• **Instructions to follow**: Please return every line from the entries that has the string "КРАСНОАРМЕЙСКАЯ" in it.

• **Data supplied**:
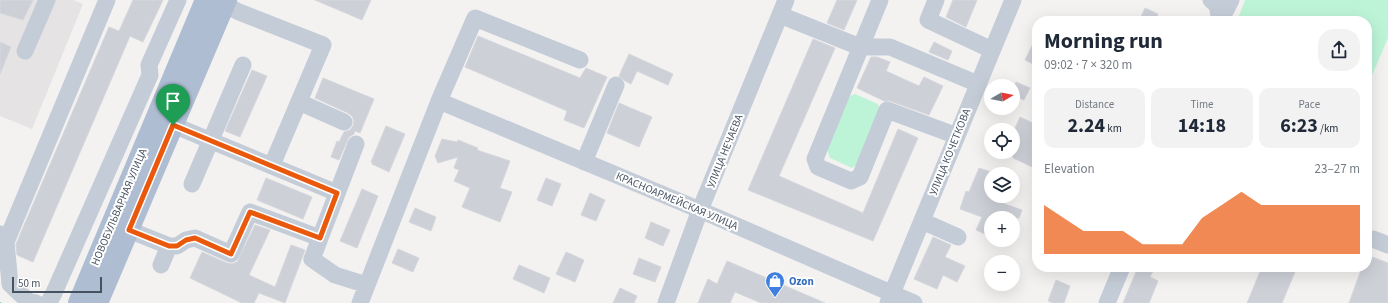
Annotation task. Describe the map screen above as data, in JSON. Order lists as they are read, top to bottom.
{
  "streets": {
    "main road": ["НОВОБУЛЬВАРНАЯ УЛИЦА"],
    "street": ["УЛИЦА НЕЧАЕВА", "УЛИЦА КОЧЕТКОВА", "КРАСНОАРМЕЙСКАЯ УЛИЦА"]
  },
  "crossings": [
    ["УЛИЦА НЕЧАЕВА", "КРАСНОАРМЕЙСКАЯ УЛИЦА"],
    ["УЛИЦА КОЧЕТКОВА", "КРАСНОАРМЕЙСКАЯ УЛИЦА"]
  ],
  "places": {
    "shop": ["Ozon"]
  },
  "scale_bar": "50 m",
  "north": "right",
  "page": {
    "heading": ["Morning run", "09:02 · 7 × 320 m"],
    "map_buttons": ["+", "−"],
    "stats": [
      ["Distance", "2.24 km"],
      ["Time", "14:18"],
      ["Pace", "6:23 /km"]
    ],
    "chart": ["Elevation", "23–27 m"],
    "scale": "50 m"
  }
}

• **Answer for this exercise**:
    "street": ["УЛИЦА НЕЧАЕВА", "УЛИЦА КОЧЕТКОВА", "КРАСНОАРМЕЙСКАЯ УЛИЦА"]
    ["УЛИЦА НЕЧАЕВА", "КРАСНОАРМЕЙСКАЯ УЛИЦА"],
    ["УЛИЦА КОЧЕТКОВА", "КРАСНОАРМЕЙСКАЯ УЛИЦА"]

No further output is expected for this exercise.